» **EXERCISE INPUT**:

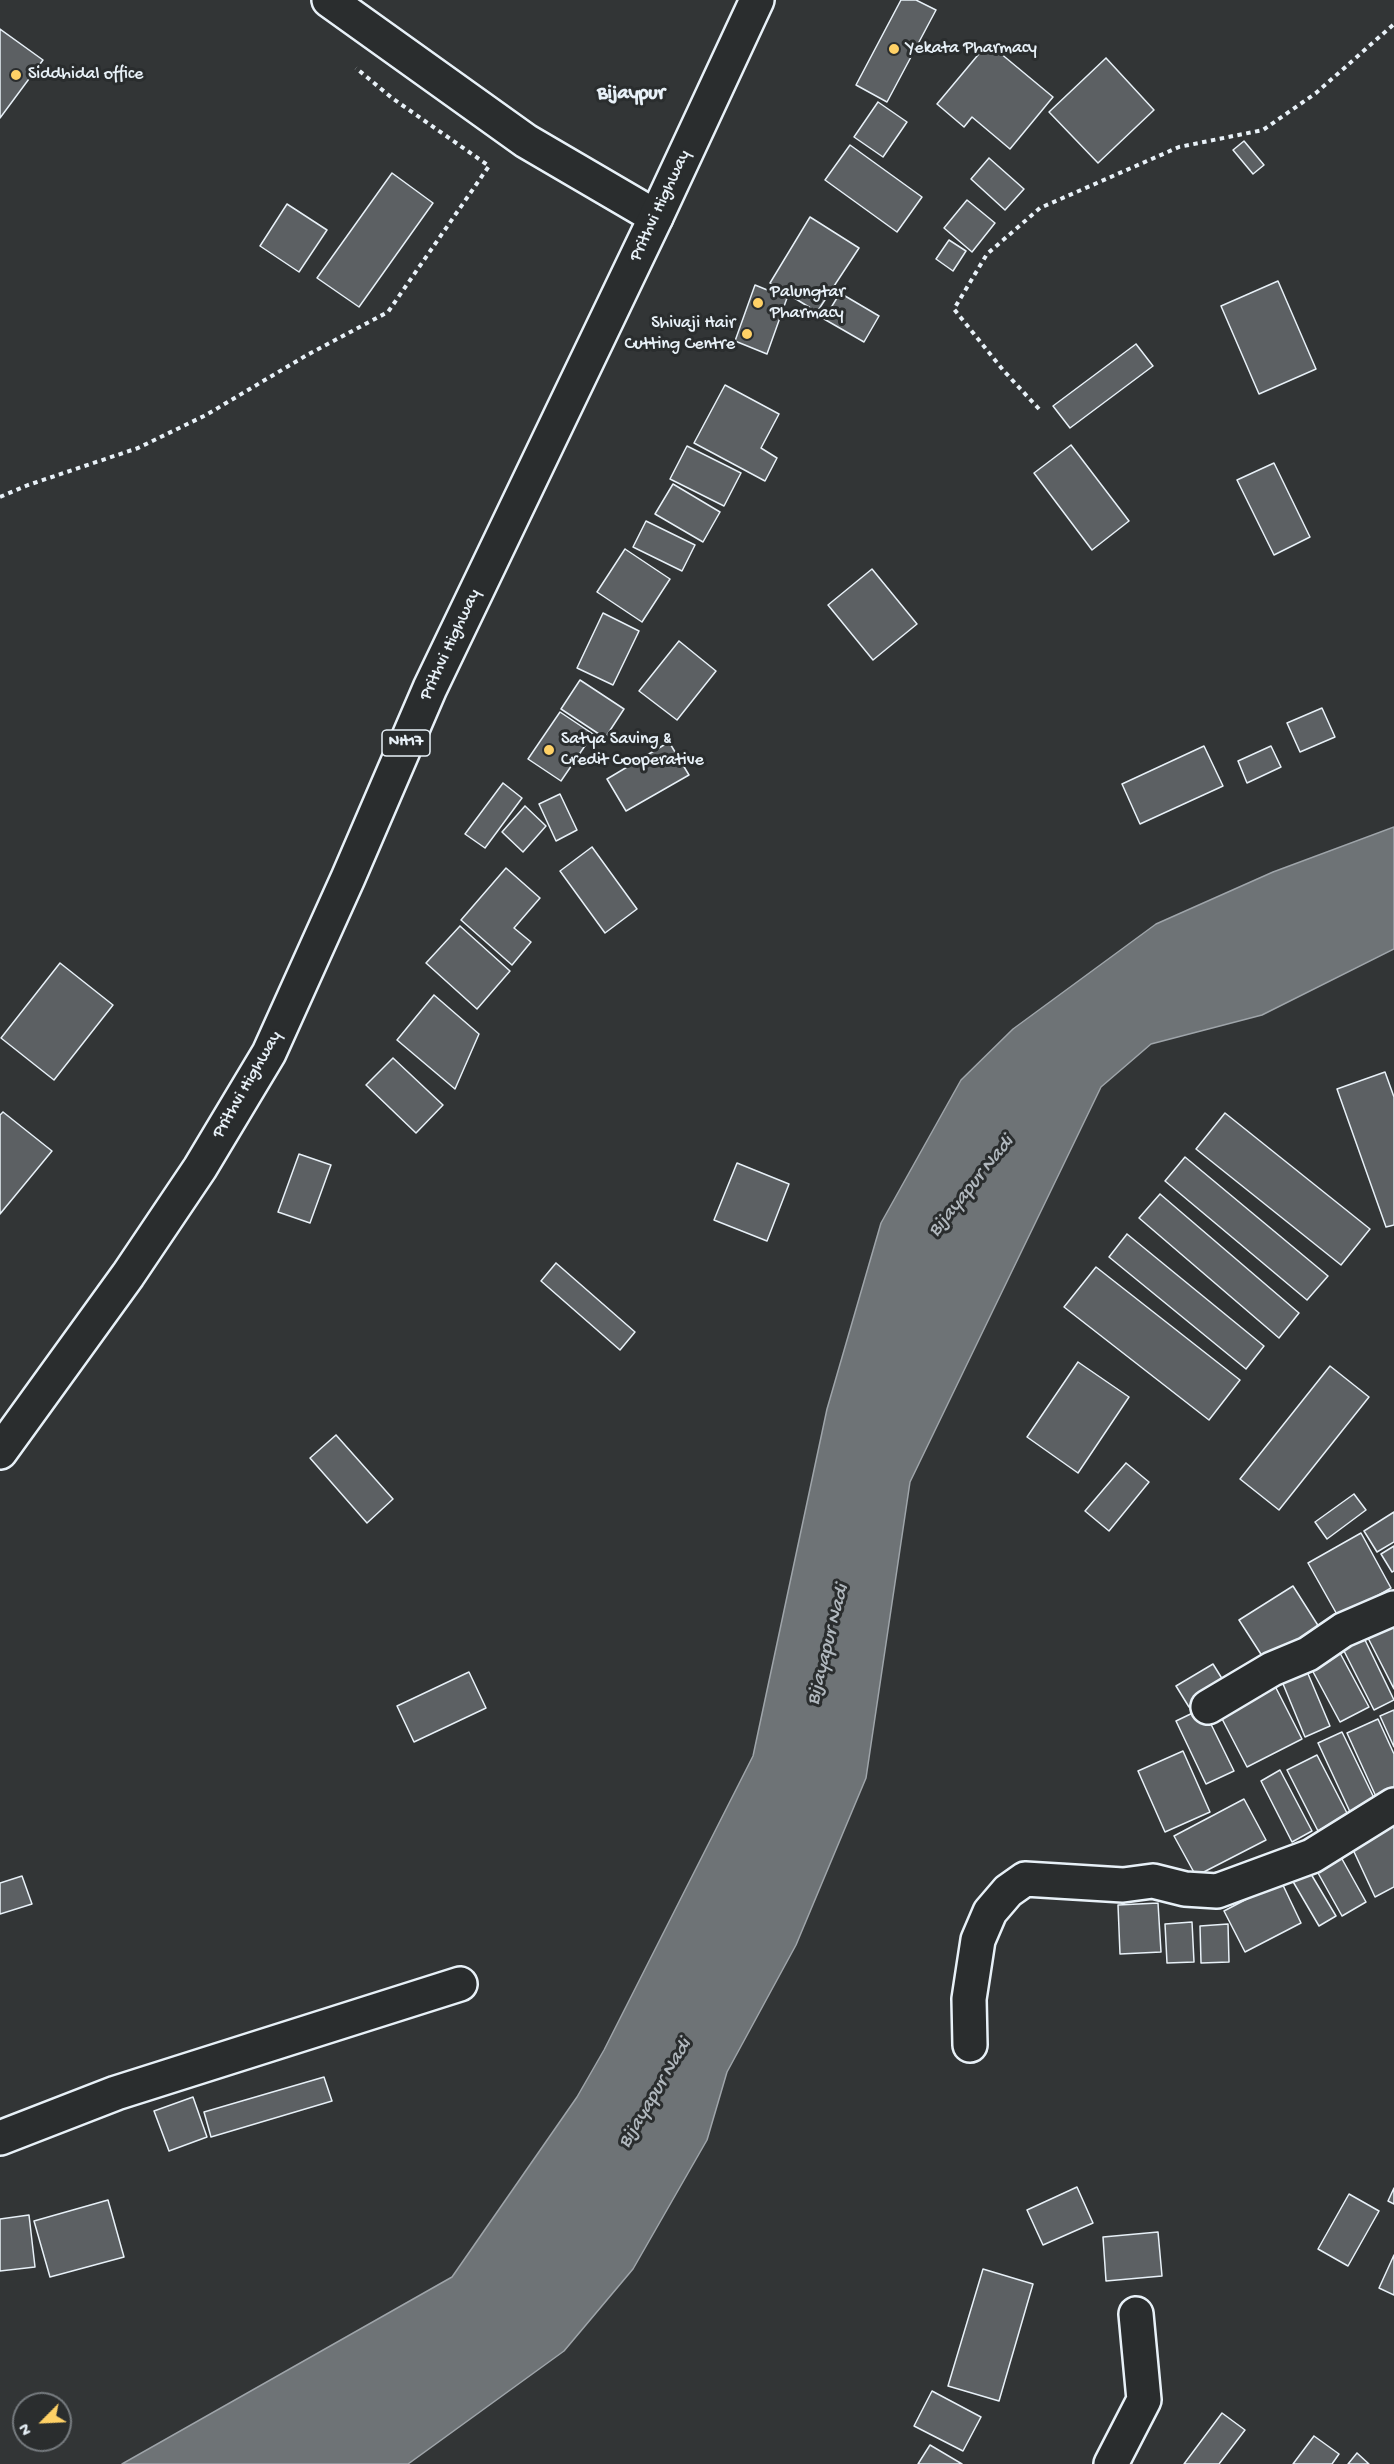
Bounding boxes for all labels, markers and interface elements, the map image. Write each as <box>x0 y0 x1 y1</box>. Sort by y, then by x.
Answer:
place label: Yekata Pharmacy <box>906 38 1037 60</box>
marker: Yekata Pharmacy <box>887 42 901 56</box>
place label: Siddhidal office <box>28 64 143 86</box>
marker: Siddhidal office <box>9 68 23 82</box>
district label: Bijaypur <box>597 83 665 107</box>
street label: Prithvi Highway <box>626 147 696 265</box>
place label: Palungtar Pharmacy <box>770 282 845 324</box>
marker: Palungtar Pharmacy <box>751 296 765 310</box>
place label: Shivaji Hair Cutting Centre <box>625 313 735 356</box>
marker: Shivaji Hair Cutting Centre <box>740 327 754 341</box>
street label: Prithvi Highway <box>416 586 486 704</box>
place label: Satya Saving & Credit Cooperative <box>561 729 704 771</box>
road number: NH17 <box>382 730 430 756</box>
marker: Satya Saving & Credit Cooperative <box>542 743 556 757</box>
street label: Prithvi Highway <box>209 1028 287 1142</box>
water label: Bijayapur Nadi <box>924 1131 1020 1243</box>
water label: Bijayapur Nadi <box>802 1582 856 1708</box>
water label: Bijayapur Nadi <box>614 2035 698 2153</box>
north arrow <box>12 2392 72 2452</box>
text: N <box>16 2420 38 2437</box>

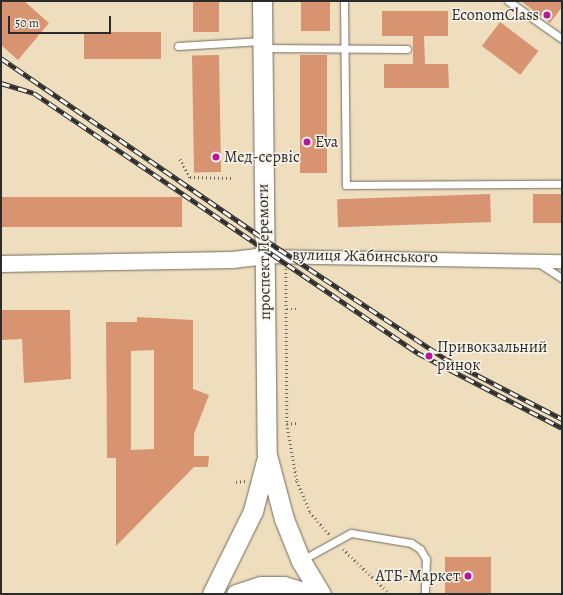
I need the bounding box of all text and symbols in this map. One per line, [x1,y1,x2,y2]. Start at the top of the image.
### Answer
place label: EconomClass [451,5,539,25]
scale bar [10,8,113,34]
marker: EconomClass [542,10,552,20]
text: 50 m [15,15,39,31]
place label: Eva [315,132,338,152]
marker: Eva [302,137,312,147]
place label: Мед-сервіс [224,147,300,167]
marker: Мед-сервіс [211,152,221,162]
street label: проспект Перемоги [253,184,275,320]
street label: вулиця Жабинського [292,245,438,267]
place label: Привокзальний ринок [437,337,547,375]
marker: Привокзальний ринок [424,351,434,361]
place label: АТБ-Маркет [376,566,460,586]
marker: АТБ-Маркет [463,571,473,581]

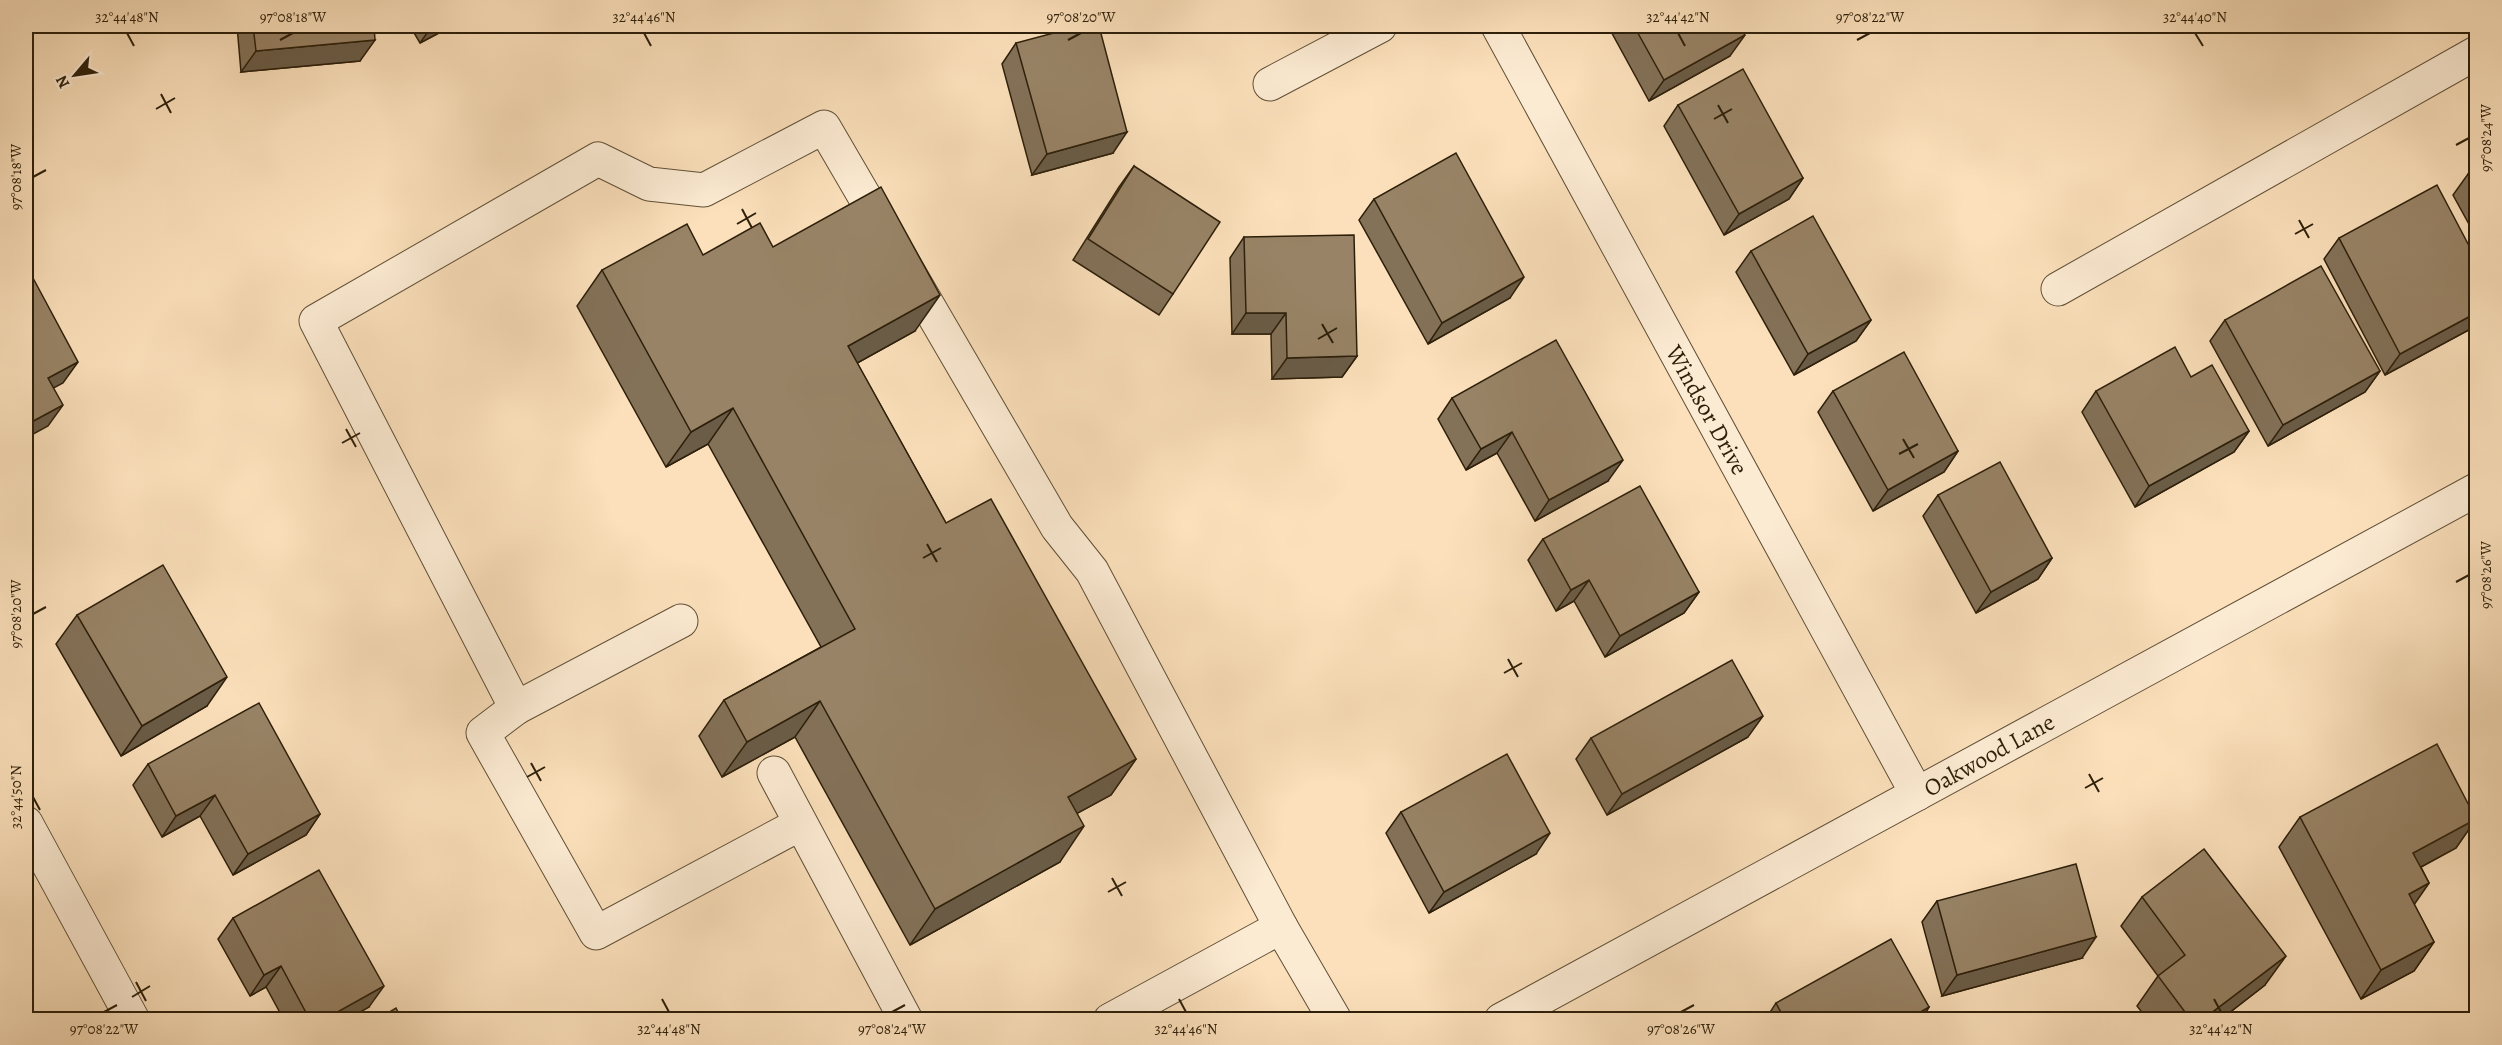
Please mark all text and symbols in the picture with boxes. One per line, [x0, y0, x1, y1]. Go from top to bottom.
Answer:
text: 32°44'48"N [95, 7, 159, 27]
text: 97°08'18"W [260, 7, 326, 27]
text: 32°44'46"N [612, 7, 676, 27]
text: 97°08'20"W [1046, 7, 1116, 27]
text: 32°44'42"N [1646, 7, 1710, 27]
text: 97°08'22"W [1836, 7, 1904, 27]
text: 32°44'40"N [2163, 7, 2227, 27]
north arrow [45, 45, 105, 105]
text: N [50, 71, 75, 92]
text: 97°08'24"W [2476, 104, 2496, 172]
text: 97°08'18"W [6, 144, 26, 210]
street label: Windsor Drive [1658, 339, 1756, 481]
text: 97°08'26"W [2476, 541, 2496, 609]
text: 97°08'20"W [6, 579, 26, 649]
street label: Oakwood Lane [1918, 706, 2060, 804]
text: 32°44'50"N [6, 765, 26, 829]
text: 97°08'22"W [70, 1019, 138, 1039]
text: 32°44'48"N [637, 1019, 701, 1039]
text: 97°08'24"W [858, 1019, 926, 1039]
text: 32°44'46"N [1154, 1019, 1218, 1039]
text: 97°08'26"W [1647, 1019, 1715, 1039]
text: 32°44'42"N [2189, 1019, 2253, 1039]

» **WHAT THE TASK REQUIRES**:
Return every line of the listing above where "symbols" appears.

» **RESULT FOR THIS EXERCISE**:
I need the bounding box of all text and symbols in this map. One per line, [x1,y1,x2,y2]. Start at the top of the image.
Please mark all text and symbols in the picture with boxes. One per line, [x0, y0, x1, y1]. Go from top to bottom.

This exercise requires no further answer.